## EXERCISE DETAILS
Look through the data below, and copy each line that carries the word "Keep".

## INFORMATION PROVIDED
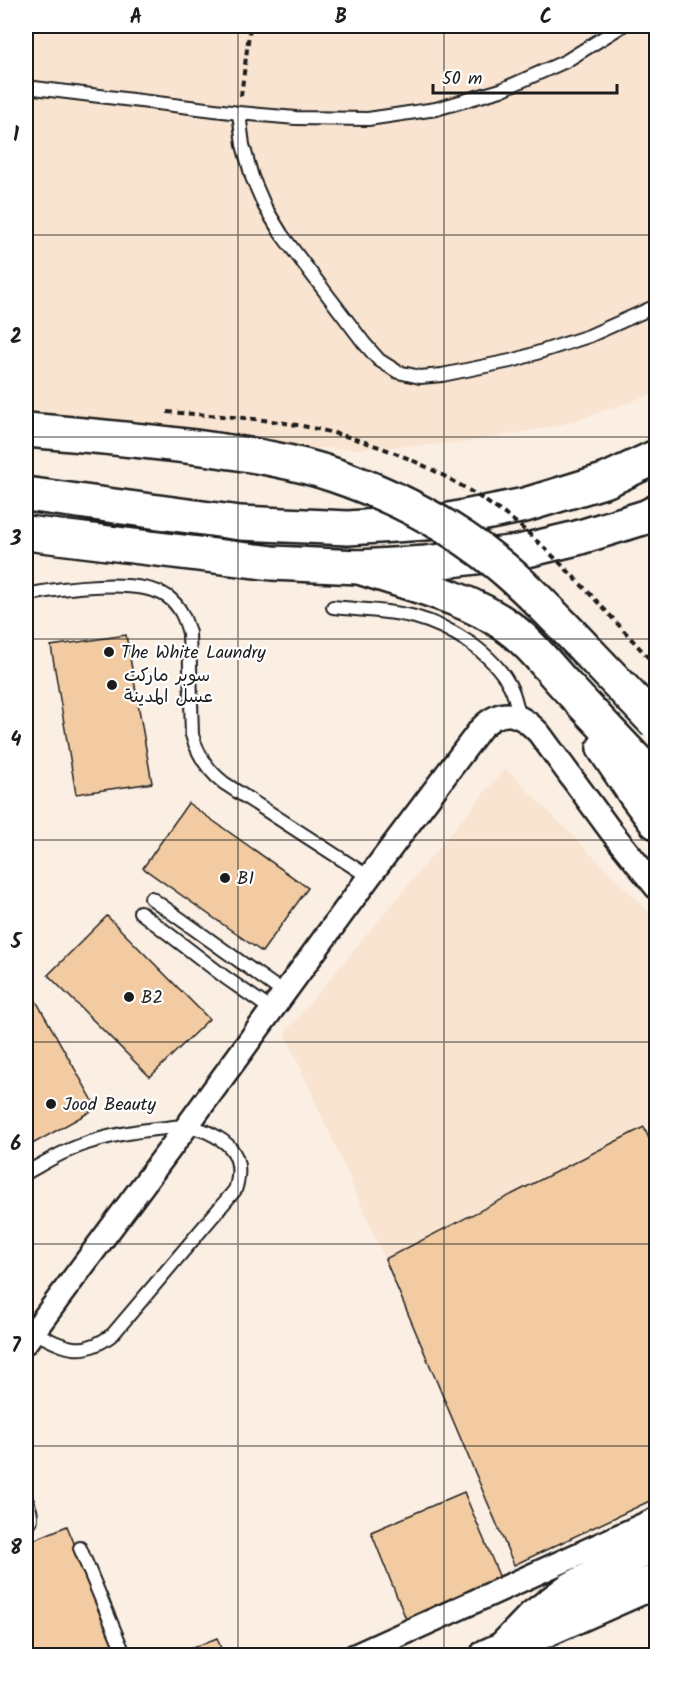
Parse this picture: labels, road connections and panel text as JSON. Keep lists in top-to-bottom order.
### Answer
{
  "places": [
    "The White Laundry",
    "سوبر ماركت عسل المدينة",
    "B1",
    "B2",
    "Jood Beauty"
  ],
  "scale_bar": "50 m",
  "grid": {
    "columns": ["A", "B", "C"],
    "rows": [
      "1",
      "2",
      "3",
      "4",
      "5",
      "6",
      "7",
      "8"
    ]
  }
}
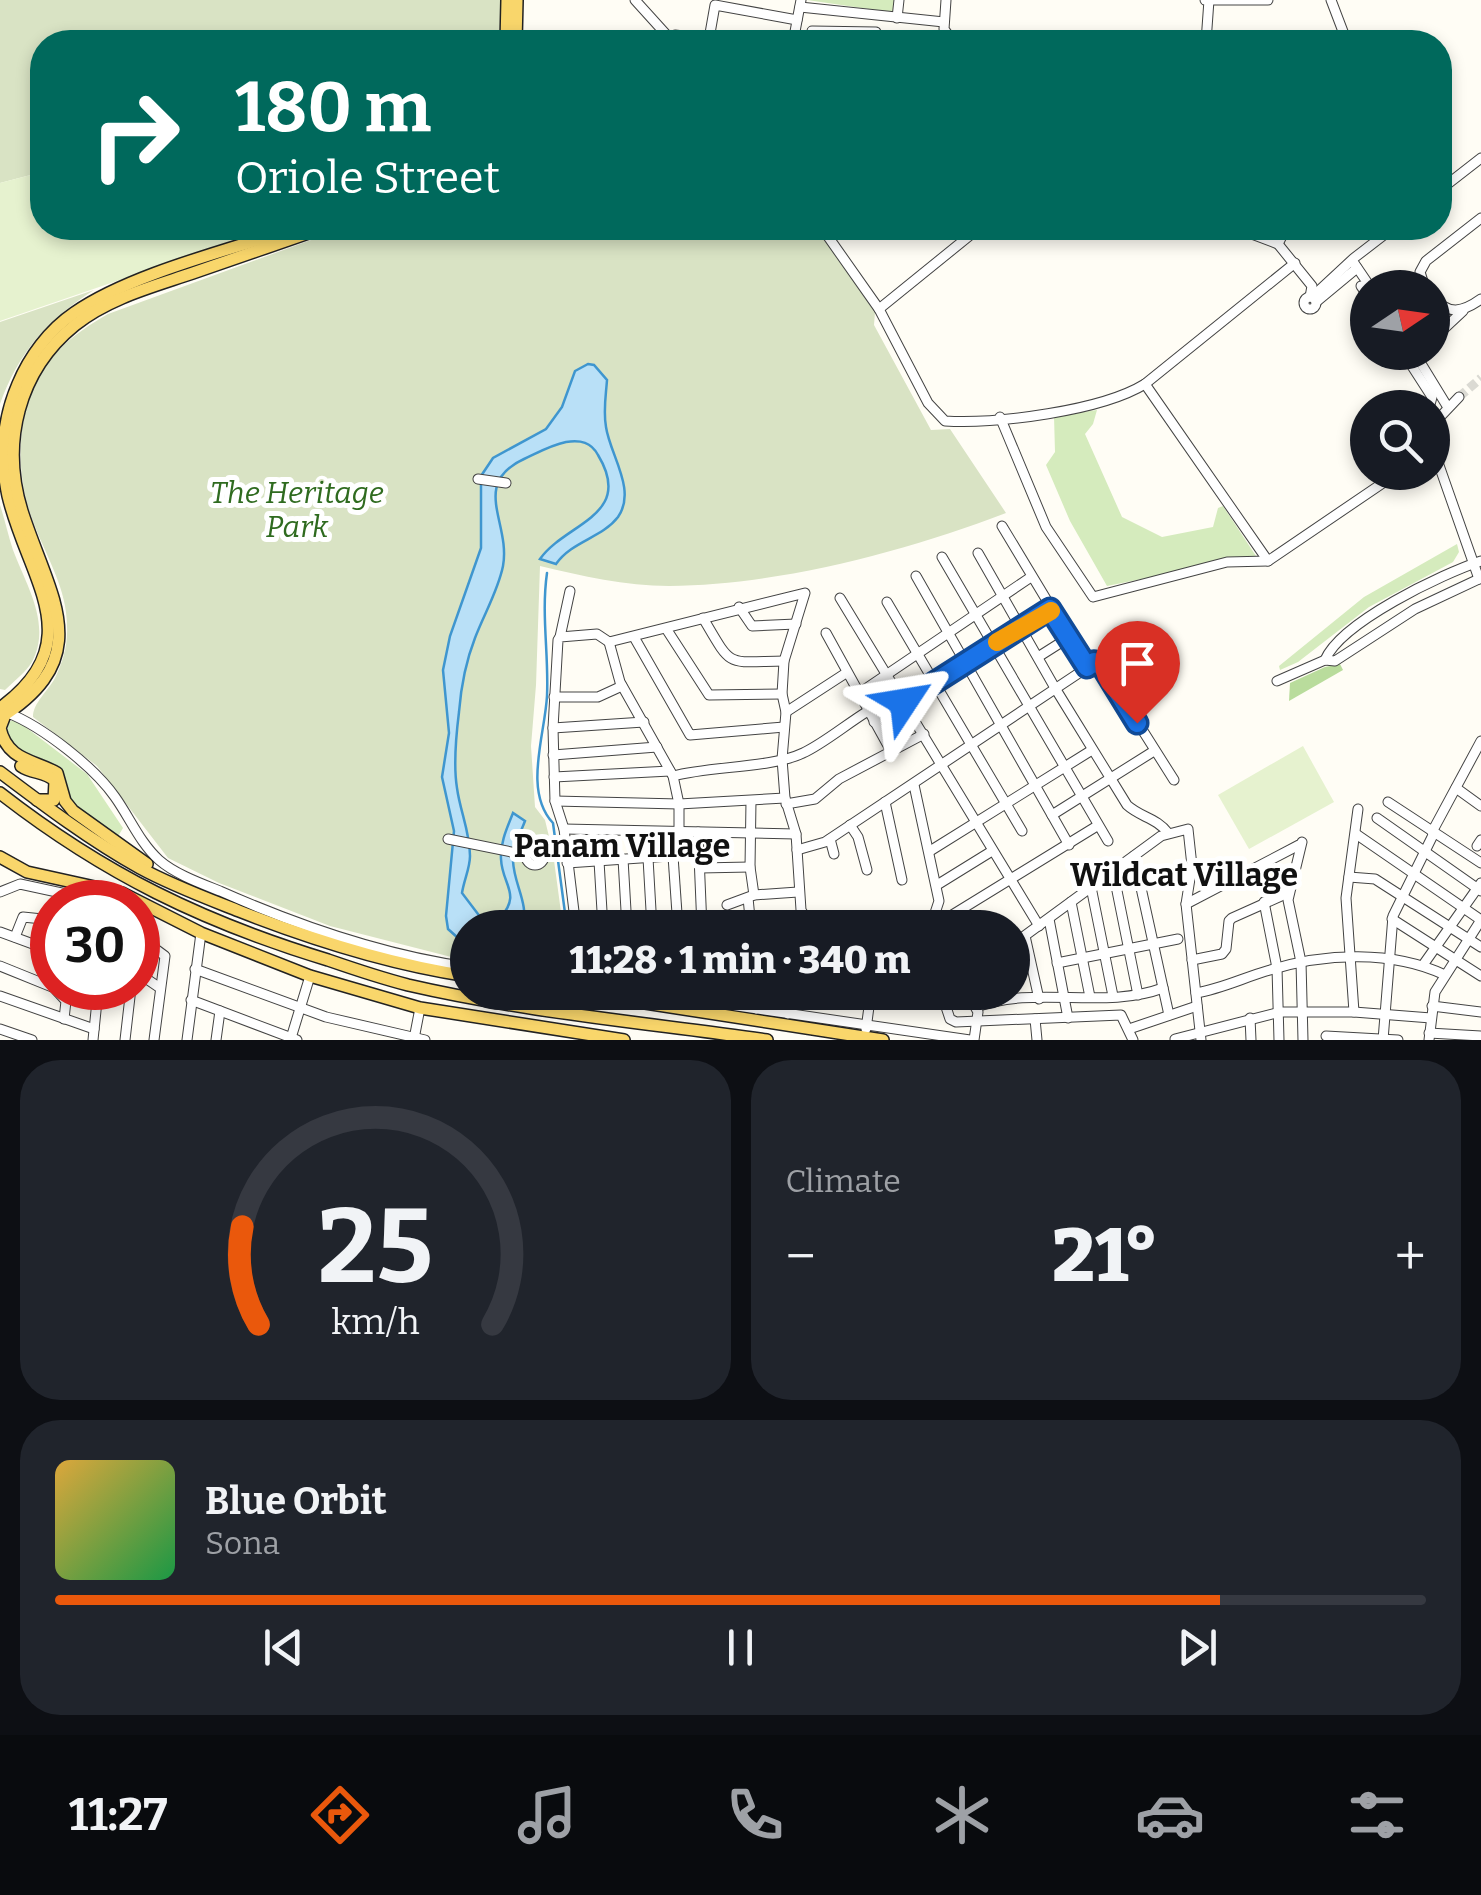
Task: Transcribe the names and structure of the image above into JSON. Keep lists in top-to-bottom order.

## EXERCISE ANSWER
Parse this picture: labels, road connections and panel text as JSON. Keep lists in top-to-bottom order.
Task: Transcribe the names and structure of the image above into JSON. Keep lists in top-to-bottom order.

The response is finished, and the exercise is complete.